MultipleStreams.scala Two streams subscribing to the same topic via a single consumer group divide up the data. There's an interesting partitioning interaction here as the streams each get data from two fo the four topic partitions, and each produce RDDs with two partitions each.
MultipleTopics.scala A single stream subscribing to the two topics receives data from both of them. The partitioning behavior here is quite interesting.
  • The topics have three and six partitions respectively.
  • Each RDD has nine partitions.
  • Each RDD partition receives data from exactly one partition of one topic.
Hence the output of the PartitionMapAnalyzer:
*** got an RDD, size = 200
*** 9 partitions
*** partition 1 has 27 records
*** rdd partition = 1, topic = foo, topic partition = 0, record count = 27.
*** partition 2 has 15 records
*** rdd partition = 2, topic = bar, topic partition = 1, record count = 15.
*** partition 3 has 17 records
*** rdd partition = 3, topic = bar, topic partition = 0, record count = 17.
*** partition 4 has 39 records
*** rdd partition = 4, topic = foo, topic partition = 1, record count = 39.
*** partition 5 has 34 records
*** rdd partition = 5, topic = foo, topic partition = 2, record count = 34.
*** partition 6 has 11 records
*** rdd partition = 6, topic = bar, topic partition = 3, record count = 11.
*** partition 7 has 18 records
*** rdd partition = 7, topic = bar, topic partition = 4, record count = 18.
*** partition 8 has 20 records
*** rdd partition = 8, topic = bar, topic partition = 2, record count = 20.
Timestamp.scala

Record timestamps were introduced into Kafka 0.10 as described in KIP-32 and KIP-33.

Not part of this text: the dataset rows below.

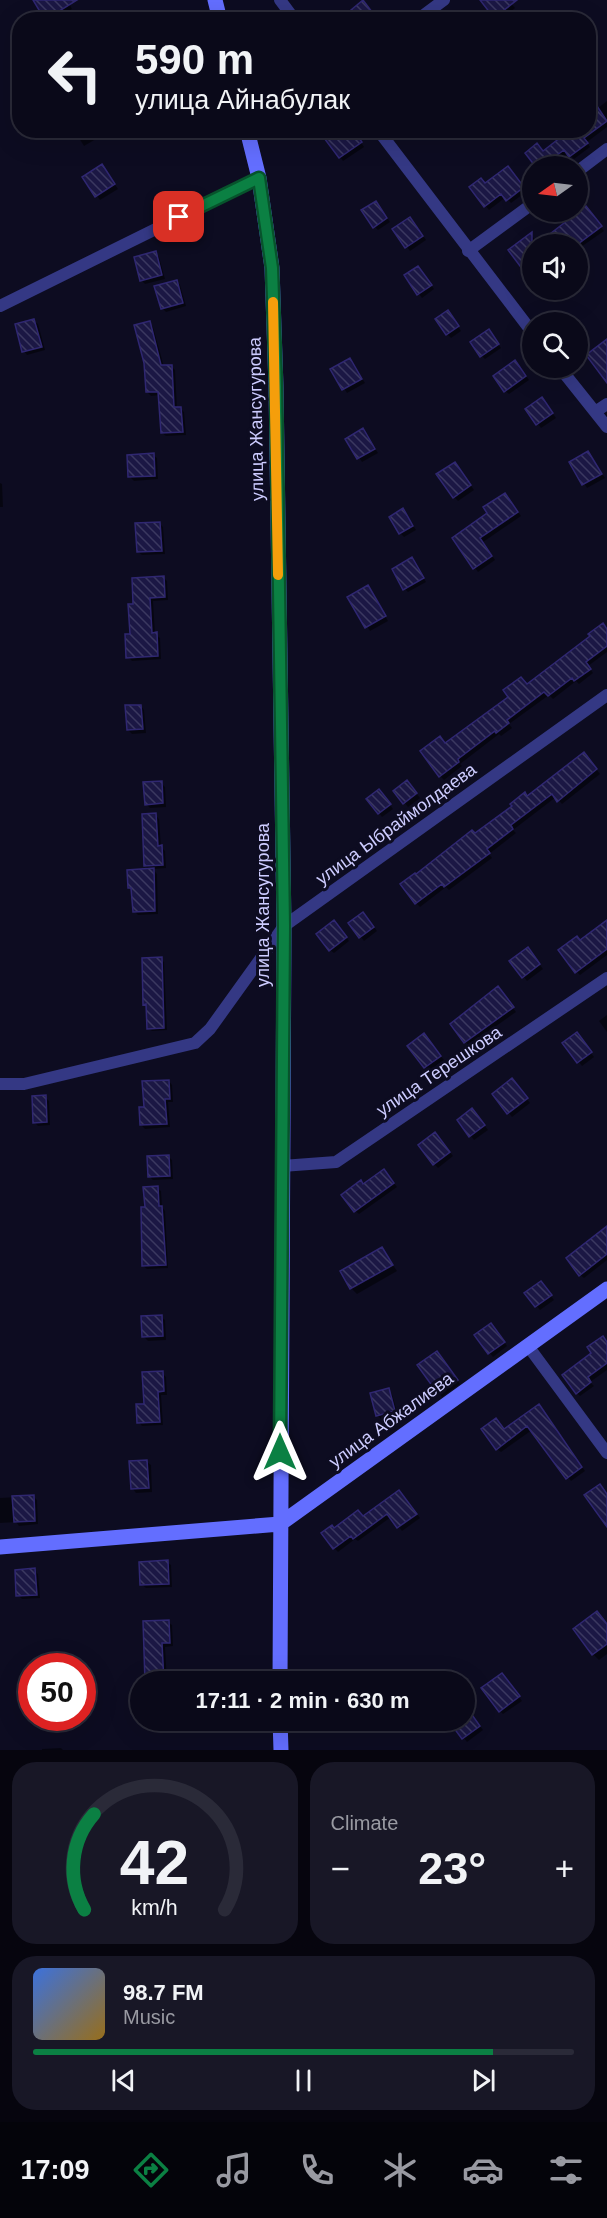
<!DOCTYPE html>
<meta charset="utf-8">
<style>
:root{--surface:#0a0919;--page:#181726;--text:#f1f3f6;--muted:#999aa2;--line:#2a2a38;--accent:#0b8043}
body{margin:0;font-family:Helvetica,sans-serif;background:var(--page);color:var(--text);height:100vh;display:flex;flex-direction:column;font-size:22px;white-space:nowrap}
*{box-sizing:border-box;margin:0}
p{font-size:20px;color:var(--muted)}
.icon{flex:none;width:33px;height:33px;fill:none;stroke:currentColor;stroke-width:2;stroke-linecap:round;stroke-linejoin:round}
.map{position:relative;height:1750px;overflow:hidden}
.panel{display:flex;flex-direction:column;gap:12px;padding:12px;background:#06050e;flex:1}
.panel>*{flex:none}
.guide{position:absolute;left:12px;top:12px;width:584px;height:126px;border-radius:24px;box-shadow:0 6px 24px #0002,0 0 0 2px var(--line);background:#0a0919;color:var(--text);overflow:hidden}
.needle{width:39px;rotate:256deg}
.buttons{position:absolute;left:522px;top:156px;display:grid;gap:12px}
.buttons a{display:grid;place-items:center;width:66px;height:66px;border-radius:50%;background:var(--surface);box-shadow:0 6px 24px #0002,0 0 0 2px var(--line);font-size:30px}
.speed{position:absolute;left:18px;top:1653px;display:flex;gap:12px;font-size:30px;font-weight:700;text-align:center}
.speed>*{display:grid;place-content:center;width:78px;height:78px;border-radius:50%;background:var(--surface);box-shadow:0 6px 24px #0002,0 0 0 2px var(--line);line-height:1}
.speed .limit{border:9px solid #d22;background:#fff;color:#111}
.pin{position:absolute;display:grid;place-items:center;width:51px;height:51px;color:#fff;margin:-26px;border-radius:12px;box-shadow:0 3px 9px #0006}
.me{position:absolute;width:66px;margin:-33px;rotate:0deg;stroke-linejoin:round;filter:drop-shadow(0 0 4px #0008)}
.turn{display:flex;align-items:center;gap:21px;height:126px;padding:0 24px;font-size:27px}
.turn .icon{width:78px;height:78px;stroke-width:2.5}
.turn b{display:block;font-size:42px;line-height:51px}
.big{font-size:45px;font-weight:700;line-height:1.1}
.panel .tile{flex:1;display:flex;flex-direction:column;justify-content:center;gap:9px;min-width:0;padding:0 21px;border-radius:24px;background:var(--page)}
.panel .dial{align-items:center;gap:0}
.dial svg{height:156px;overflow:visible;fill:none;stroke:var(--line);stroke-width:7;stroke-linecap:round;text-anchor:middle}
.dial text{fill:var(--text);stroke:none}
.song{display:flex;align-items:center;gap:18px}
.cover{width:72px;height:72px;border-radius:9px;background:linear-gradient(135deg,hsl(220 70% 55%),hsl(40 70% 35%))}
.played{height:6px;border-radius:3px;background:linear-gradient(90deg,var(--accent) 85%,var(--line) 85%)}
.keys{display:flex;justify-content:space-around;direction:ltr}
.heat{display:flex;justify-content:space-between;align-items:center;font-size:33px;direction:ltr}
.panel .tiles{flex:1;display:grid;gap:12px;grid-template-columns:1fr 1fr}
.tile:last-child{grid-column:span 2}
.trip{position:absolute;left:130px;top:1671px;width:345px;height:60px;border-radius:30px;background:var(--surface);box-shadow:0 6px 24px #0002,0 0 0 2px var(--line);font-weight:700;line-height:60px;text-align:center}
.menu{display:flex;height:96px;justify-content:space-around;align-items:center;background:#04040a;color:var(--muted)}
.menu .icon{width:42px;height:42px}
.menu .current{color:var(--accent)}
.menu b{font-size:27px;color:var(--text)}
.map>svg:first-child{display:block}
</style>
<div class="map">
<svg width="607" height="1750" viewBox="0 0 607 1750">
<defs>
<pattern id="building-back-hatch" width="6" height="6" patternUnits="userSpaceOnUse" patternTransform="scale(1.5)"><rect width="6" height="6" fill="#1b1744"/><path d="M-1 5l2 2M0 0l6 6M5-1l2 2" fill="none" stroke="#3b3860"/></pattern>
</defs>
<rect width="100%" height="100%" fill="#0d0c21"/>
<path fill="#0007" d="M37 0H67L72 9 62 15 64 20H47L35 1Z
M485 0H508L515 8 501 20H498L483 2Z
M607 101V127L587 142 590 147 574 159 568 153 551 166H537L527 153H544L588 130V110L598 108Z
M74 130H108V132L84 146Z
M353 130 364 147 343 161 340 157Z
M105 170 118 189 100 200 84 177Z
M511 172 526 192 511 203 506 197 489 210 471 188 486 185Z
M379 206 390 222 378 230 375 227Z
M586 208 604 231 578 249V244H540Z
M414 222 426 240 410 251 394 230Z
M531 235 539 244H532V277Z
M155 253 159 257 165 279 145 284 141 280Z
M418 267 434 289 422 298 419 294Z
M176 281 180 285 186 306 166 312 162 308Z
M451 316 461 331 451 338 447 334Z
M34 321 38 324 45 350 27 355 24 351Z
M149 323 153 327 164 367 171 366 175 370 177 409H181L184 412 186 435 166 436 162 433 160 395 151 396 147 392Z
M492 335 501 348 485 359 482 356Z
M350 360 365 383 347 393 332 370Z
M519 366 529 380 509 394 505 391Z
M545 403 556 418 541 428 527 409Z
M363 430 378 453 362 462 347 439Z
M588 452 605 478 587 488 571 462Z
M153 455 157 458 158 479 134 481 130 477Z
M458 467 474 490 458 501 454 497Z
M0 483 2 484 3 507H0Z
M508 498 521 516 483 542 495 560 478 572 454 539Z
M403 510 416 530 404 537 400 533Z
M159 523 163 527 165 554 142 555 138 552Z
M415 563 426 582 408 592 405 589Z
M163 577 167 581 168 600 153 601 155 634 160 638 161 659 132 661 128 657 135 606Z
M371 591 388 621 370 631 349 597Z
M607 630V652L588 666 593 673 579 684 576 681 553 699 549 695 509 724 512 728 501 736 499 734 460 764 462 766 444 780 440 776 446 745Z
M141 706 144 710 146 733 132 734 128 730Z
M587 757 600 774 562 804 556 797 513 830 516 833 489 854 492 858 449 890 446 887 420 907 416 903V876Z
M161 783 165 787 166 807 150 808 146 804Z
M410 786 420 798 408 807 395 791Z
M383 795 393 809 382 817 368 799Z
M155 815 159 819 161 847 165 851 166 868 153 869 157 874 158 914 138 915 134 911 133 891 129 887 149 870 145 866Z
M367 917 377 931 364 941 350 923Z
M607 922V955L580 975 577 972 580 942Z
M338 926 349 941 334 953 330 950Z
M531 953 543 969 527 981 511 961Z
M161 959 164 962 167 1030 152 1031 148 1028 147 1006 145 1004Z
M501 992 516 1012 469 1045 465 1042Z
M607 1015V1032L599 1021Z
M580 1038 594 1057 582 1066 564 1043Z
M427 1039 444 1060 429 1071 409 1046Z
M169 1081 172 1085 173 1102H168L170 1127 145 1129 141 1125 145 1108Z
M516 1084 530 1103 512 1117 494 1094Z
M45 1097 49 1101 50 1125 38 1126 34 1122Z
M476 1114 488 1130 474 1140 459 1120Z
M439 1138 453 1156 438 1168 434 1164Z
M168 1156 172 1160 173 1179 153 1180 150 1177Z
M387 1174 397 1187 359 1214 355 1211 364 1185Z
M157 1188 161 1191 162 1207 165 1211 168 1268 147 1269 143 1266 146 1208Z
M607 1228V1260L584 1278 580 1275Z
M382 1249 397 1271 357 1294 351 1288Z
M544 1286 554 1300 540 1310 526 1293Z
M161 1317 165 1320 166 1340 148 1341 144 1337Z
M495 1329 507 1346 493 1357 476 1336Z
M607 1343V1370L590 1382 594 1386 580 1396 577 1393Z
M440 1356 460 1384 442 1397 439 1393Z
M162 1373 166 1377 167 1395H161L163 1425 142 1426 139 1422Z
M388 1390 392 1394 398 1415 381 1419 377 1415Z
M542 1409 585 1471 571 1481 532 1430 501 1452 497 1449 505 1430Z
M147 1462 151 1465 152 1492 136 1493 133 1489Z
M403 1495 420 1518 402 1531 391 1517 358 1541 355 1539 338 1552 334 1548 364 1518Z
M33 1496 37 1500 38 1524 19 1526 16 1522 0 1523V1498Z
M167 1562 171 1565 172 1587 146 1588 142 1585Z
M34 1570 38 1574 40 1598 22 1599 18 1595Z
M597 1613 607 1624V1654L599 1660 593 1654Z
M168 1622 172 1625 173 1646 165 1647 167 1682H146Z
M506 1678 522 1701 503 1714 500 1711Z
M465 1706 483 1730 467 1742 450 1720H465Z
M61 1748 63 1750H42V1749Z"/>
<path fill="url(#building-back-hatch)" stroke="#2f2771" stroke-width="1.5" d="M33 0H77L45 20Z
M363 0 378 20H339Z
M480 0H517L494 18Z
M595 103 607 121 584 138 588 143 569 157 564 150 542 166H535L525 153 537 143 543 151 570 130H588V108Z
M335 130H353L362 142 339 158 324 138Z
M102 164 115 184 95 197 82 177Z
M508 166 524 187 506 201 501 194 484 207 469 187 481 178 485 183Z
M376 201 387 218 373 228 361 210Z
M586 206 602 226 578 244H537Z
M410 217 423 236 405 248 392 229Z
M532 232V282L508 250Z
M156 251 162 275 140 281 134 257Z
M418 266 432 285 417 295 404 275Z
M177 280 183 303 161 309 154 286Z
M448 310 459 326 446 335 435 319Z
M34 319 42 347 22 352 15 324Z
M150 321 161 365H172L174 407H181L183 432 161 433 158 392H146L144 363 134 325Z
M489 329 499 344 480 357 470 342Z
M607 339V383L586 355Z
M350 358 362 379 342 390 330 369Z
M515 360 526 376 504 392 493 376Z
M542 397 553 413 536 425 525 409Z
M363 428 375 449 357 459 345 439Z
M588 451 602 474 582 485 569 462Z
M154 453 155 476 128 477 127 455Z
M455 462 471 485 453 498 436 474Z
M505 493 518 512 480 538 492 556 473 569 452 538 487 513 483 507Z
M403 508 413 526 399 534 389 517Z
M160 522 162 551 137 552 135 523Z
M412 557 424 578 403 590 392 569Z
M164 576 165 597 150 598 152 633 157 632 158 656 126 658 125 634H130L128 604H133L132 578Z
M368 585 386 616 365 628 347 597Z
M603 623 607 629V646L586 662 591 669 574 681 572 678 548 696 544 692 507 720 509 723 496 733 495 731 458 759 459 762 439 777 420 751 440 736 445 743 508 697 503 690 521 677 527 684 590 636 588 634Z
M125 705H141L143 729 127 730Z
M584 752 597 769 557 802 552 794 511 825 513 829 487 849 490 853 444 887 442 884 415 904 400 884 415 873 416 874 472 830 475 833 512 806 510 804 525 792 527 796Z
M407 780 417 793 403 804 393 791Z
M162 781 163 803 145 805 143 782Z
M379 789 391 804 378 814 366 799Z
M156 813 158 846 162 845 163 865 144 866 142 814Z
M154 868 155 911 133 912 131 888H128L127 870Z
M363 912 374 927 359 938 348 923Z
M334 920 347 937 329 951 316 934Z
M607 920V949L575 973 558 950 577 936 580 940Z
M528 947 540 964 522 978 509 961Z
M162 957 164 1028 147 1029 146 1004 143 1005 142 958Z
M498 986 514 1007 464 1043 450 1024Z
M577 1032 592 1052 577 1063 562 1043Z
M424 1033 441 1056 424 1068 407 1046Z
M512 1078 528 1098 507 1114 492 1094Z
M169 1080 170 1099H165L167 1124 140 1125 139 1107H144L142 1081Z
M46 1095 47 1122 33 1123 32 1096Z
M472 1108 485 1125 469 1137 457 1120Z
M435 1132 450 1152 433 1165 418 1145Z
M169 1155 170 1176 148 1177 147 1156Z
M384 1169 394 1183 354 1212 341 1195 361 1180 363 1184Z
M158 1186 159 1206H162L166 1265 142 1266 141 1207H145L143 1187Z
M607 1226V1254L579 1276 566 1258Z
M382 1247 393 1265 350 1289 340 1271Z
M541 1281 552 1295 535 1307 524 1293Z
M162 1315 163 1336 142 1337 141 1316Z
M491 1323 505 1342 488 1354 474 1335Z
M603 1336 607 1342V1363L588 1377 591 1382 576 1394 562 1375 591 1353 587 1347Z
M437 1351 458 1380 438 1394 417 1365Z
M163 1371 164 1391 158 1392 160 1422 137 1423 136 1404H144L142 1372Z
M389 1388 395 1411 376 1416 370 1393Z
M539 1404 582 1467 566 1479 527 1426 496 1450 481 1429 496 1418 504 1429Z
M147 1460 149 1488 131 1489 129 1461Z
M600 1484 607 1494V1527L584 1495Z
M399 1490 417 1514 397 1528 387 1514 353 1539 351 1536 333 1549 321 1533 332 1525 334 1528 358 1510 363 1516Z
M34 1495 35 1521 14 1522 12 1496Z
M168 1560 169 1584 140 1585 139 1562Z
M35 1568 37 1595 16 1596 15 1570Z
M597 1611 607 1624V1644L592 1655 573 1629Z
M169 1620 170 1643H162L164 1682H145L143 1621Z
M502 1673 520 1696 499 1712 481 1688Z
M465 1705 480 1726 462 1739 448 1720H465Z"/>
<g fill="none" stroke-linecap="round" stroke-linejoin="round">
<path stroke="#343884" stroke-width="12" d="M280 0 295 20
M417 20 444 0
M378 130 532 332
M578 171 607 149
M468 251 532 204
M0 306 259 178
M560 368 607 427
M595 412 607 404
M0 1084H24L195 1043 210 1029 284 926 607 695
M282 1166 336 1162 607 978
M528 1346 607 1453"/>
<path stroke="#636eff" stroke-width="15" d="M215 0 220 20
M247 130 259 178 272 268 276 387 284 926 280 1682
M0 1547 280 1524 607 1289
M280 1720 281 1750"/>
</g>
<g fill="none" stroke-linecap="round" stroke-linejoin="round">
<g stroke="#07532c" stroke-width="15">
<path id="route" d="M179 217 259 178 272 268 276 387 284 926 280 1452"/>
</g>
<use href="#route" stroke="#0b8043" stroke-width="10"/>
<path stroke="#f59e0b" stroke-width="10" d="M273 302 278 575"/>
</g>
<g text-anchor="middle" stroke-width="6" stroke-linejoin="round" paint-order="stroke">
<g font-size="18" fill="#cdccff" stroke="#0d0c21">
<text transform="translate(256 419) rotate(-91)" y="6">улица Жансугурова</text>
<text transform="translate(396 824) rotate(-36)" y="6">улица Ыбраймолдаева</text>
<text transform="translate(263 905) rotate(-90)" y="6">улица Жансугурова</text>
<text transform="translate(439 1071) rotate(-34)" y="6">улица Терешкова</text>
<text transform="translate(391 1420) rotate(-36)" y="6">улица Абжалиева</text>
</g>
</g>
</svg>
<div class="buttons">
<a><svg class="needle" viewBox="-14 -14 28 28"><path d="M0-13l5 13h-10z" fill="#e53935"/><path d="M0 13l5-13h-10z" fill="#999aa2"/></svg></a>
<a><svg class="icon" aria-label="sound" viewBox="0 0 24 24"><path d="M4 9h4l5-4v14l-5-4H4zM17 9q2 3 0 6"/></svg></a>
<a><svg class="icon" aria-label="search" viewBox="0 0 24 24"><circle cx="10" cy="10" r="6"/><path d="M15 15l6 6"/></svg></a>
</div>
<div class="speed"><div class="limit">50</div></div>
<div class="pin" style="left:179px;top:217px;background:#d93025"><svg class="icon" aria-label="arrive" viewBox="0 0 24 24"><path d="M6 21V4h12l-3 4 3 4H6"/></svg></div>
<svg class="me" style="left:280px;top:1452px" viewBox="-20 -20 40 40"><path d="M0-17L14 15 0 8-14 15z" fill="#0b8043" stroke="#fff" stroke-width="4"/></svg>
<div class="trip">17:11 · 2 min · 630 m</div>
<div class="guide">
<div class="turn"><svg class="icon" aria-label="left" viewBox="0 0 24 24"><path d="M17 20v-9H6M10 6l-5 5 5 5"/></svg><div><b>590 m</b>улица Айнабулак</div></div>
</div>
</div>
<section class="panel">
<div class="tiles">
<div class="tile dial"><svg viewBox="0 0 100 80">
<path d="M14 69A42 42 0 1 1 86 69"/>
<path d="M14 69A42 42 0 0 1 19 20" stroke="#0b8043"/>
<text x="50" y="56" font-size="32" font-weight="700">42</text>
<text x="50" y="72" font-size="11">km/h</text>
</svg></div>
<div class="tile"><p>Climate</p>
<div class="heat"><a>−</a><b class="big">23°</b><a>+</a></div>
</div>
<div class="tile">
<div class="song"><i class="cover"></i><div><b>98.7 FM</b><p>Music</p></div></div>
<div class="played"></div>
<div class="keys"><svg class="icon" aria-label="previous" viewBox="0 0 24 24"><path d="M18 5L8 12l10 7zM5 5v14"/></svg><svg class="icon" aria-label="pause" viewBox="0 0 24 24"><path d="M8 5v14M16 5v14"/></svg><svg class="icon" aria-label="next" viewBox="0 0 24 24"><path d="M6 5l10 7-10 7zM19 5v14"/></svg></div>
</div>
</div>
</section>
<nav class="menu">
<b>17:09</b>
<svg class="icon current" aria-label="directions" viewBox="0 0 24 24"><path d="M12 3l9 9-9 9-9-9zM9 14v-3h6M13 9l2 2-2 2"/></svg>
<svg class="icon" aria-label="music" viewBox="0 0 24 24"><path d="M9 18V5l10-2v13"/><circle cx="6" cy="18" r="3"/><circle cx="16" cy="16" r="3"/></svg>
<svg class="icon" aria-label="phone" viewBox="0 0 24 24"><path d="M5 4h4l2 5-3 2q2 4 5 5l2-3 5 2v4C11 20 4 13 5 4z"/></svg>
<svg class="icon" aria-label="climate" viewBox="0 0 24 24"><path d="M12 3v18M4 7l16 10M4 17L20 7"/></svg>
<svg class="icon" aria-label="car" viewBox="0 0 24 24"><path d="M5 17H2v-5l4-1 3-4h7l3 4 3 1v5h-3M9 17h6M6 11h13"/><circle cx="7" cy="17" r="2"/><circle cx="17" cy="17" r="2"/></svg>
<svg class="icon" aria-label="filters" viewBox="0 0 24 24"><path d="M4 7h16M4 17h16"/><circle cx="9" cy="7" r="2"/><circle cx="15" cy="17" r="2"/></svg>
</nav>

This example sets up two different topics that handle timestamps differently -- topic A has the timestamp set by the broker when it receives the record, while topic B passes through the timestamp provided in the record (either programmatically when the record was created, as shown here, or otherwise automatically by the producer.)

Since the record carries information about where its timestamp originates, its easy to subscribe to the two topics to create a single stream, and then examine the timestamp of every received record and its type.

NOTE: The use of timestamps to filter topics in the broker, as introduced in Kafka 0.10.1, is blocked on SPARK-18057.